Tipo: "O que importa é trabalhar, ganhar dinheiro". Isso é importante, mas e o que é o subjetivo? Porque tem um bonequinho da sociedade que dorme, acorda, ganha dinheiro. E tem a pessoa que precisa pensar, ter espaço para refletir, olhar a si mesmo e ao outro. A arte tem esse papel de transformar a pessoa em ser humano. Tirar isso é desumanizar —e foi o que aconteceu nos últimos tempos.

MATERNIDADE

Rapaz, criar filho é o maior desafio da vida [Pitty é mãe de Madalena, de seis anos, fruto de seu relacionamento com o músico Daniel Weksler]. Depois que eu descobri que eu ia ser mãe de uma mulher, venho tentando pavimentar um caminho que seja mais gentil, livre e seguro para para ela e para todas as meninas dessa geração que estão chegando. Eu acho que ela [Madalena] já tem bastante disso, pela criação e pelo convívio em casa.
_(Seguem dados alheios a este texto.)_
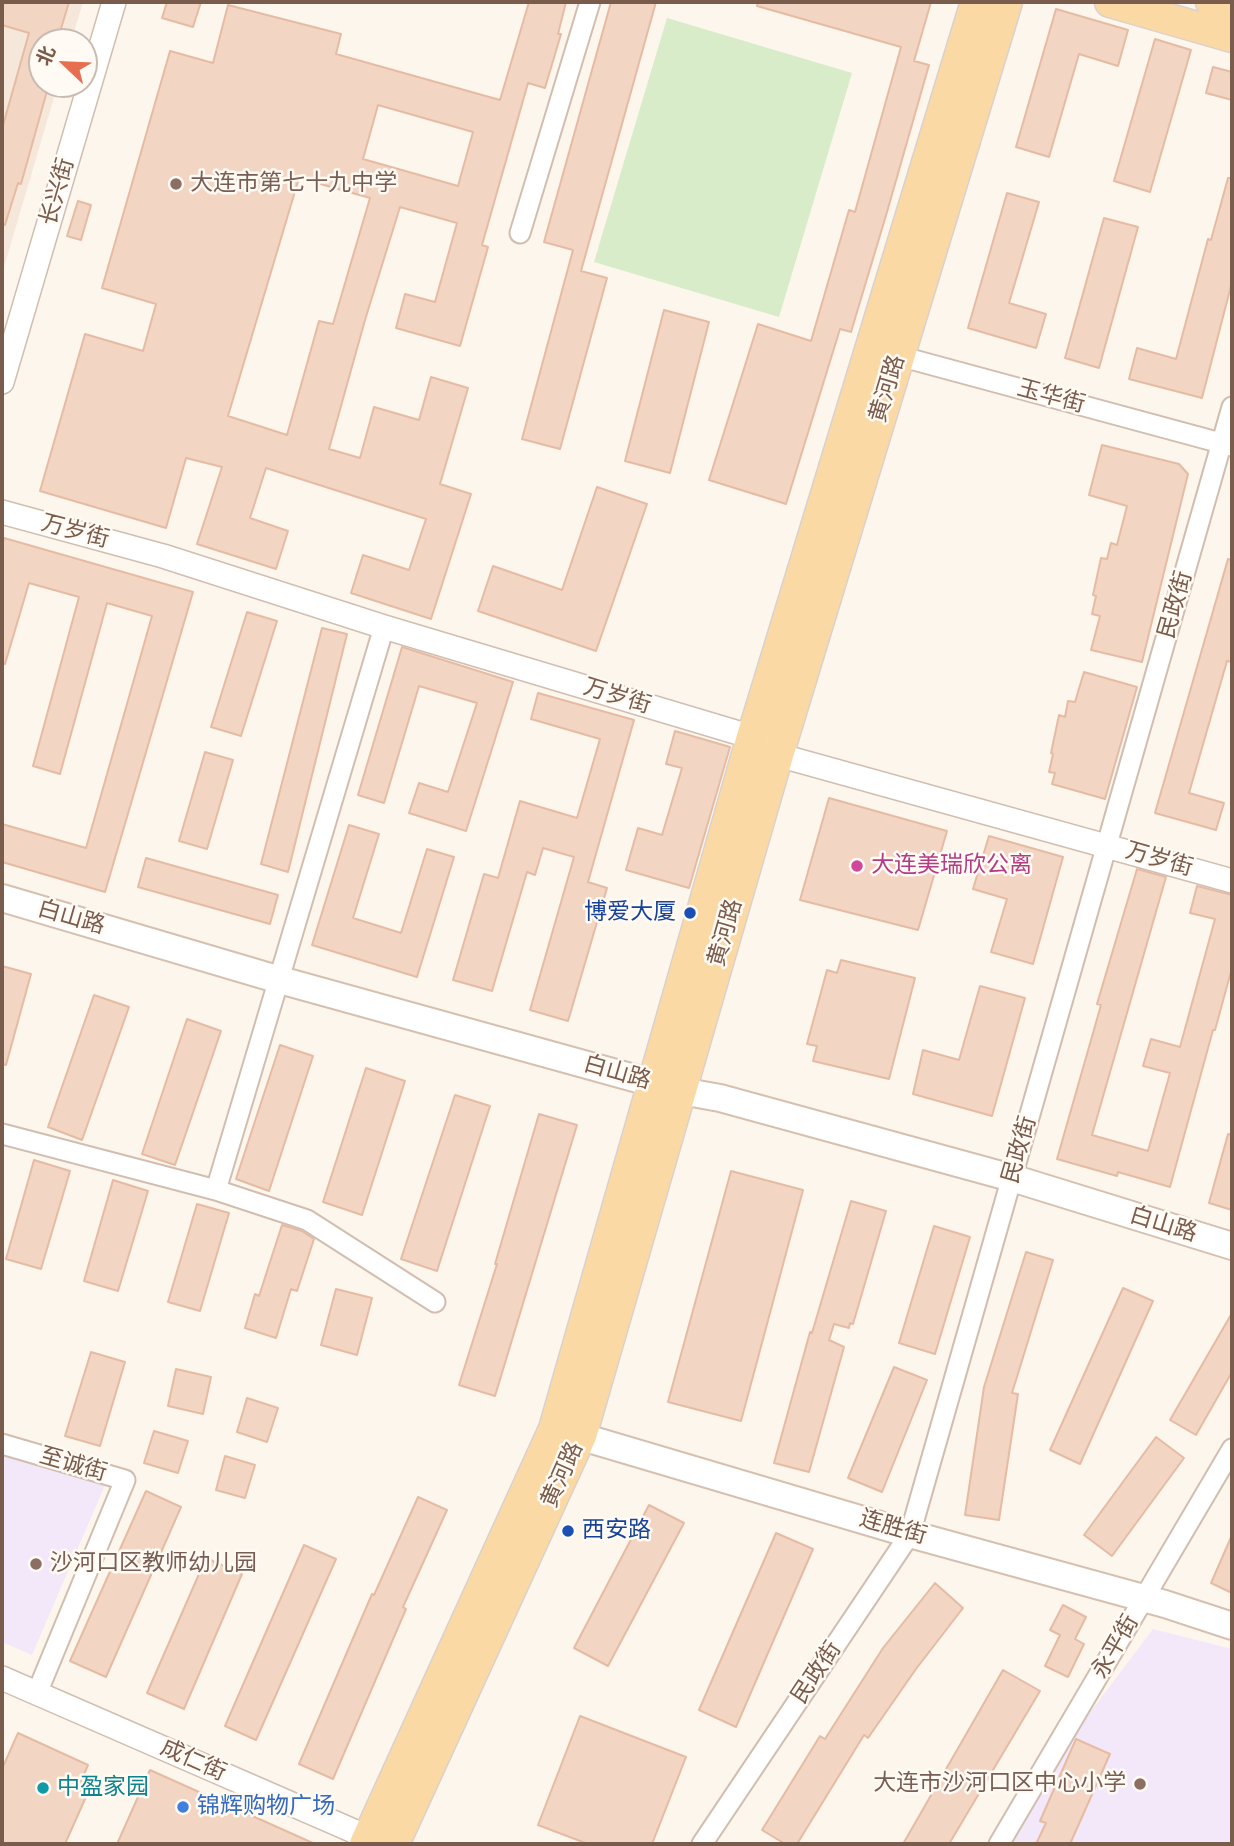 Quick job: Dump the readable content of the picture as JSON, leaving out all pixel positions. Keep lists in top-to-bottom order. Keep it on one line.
{"streets":{"main road":["黄河路","白山路","连胜街"],"street":["长兴街","玉华街","万岁街","民政街","至诚街","永平街","成仁街"]},"crossings":[["黄河路","玉华街"],["黄河路","万岁街"],["黄河路","白山路"],["黄河路","连胜街"],["黄河路","成仁街"],["玉华街","民政街"],["万岁街","民政街"],["民政街","白山路"],["民政街","连胜街"],["至诚街","成仁街"],["连胜街","永平街"]],"places":["大连市第七十九中学","大连美瑞欣公离","博爱大厦","西安路","沙河口区教师幼儿园","大连市沙河口区中心小学","中盈家园","锦辉购物广场"],"north":"top left"}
Ela começou a entender [a questão da fama] agora, na volta da pandemia. Mas quando ela vem com esse papo de "mamãe, não sei quem falou que você é famosa", tento trazer questionamentos, do que significa ser famoso.

Eu explico que eu tenho um trabalho e, através dele, as pessoas conhecem e gostam das minhas músicas, se identificam, e é por isso que me conhecem. Tento tirar esse rolê da fama pela fama. Porque o que é ser famoso? É tão vazio. Hoje em dia a gente vive nessa época de famosos, celebridades, pelo que exatamente?

ZEBRA

Estou muito grata por esses 20 anos, porque, de novo, viver de arte no Brasil já é uma vitória. Não deveria, mas é. Uma menina do Nordeste, baiana, cantora de rock, nesse meio tão masculino. Olhando para trás, penso: "Cara, tinha tudo para dar zebra" [risos]. Acho que eu vivi muitas vidas. Estou vivendo mais uma vida agora, dessa mulher que continua no palco e que agora também é mãe, mas consegue se comunicar e ser artista. E dialogar com o público de um jeito mais livre, sentindo que está sendo compreendida.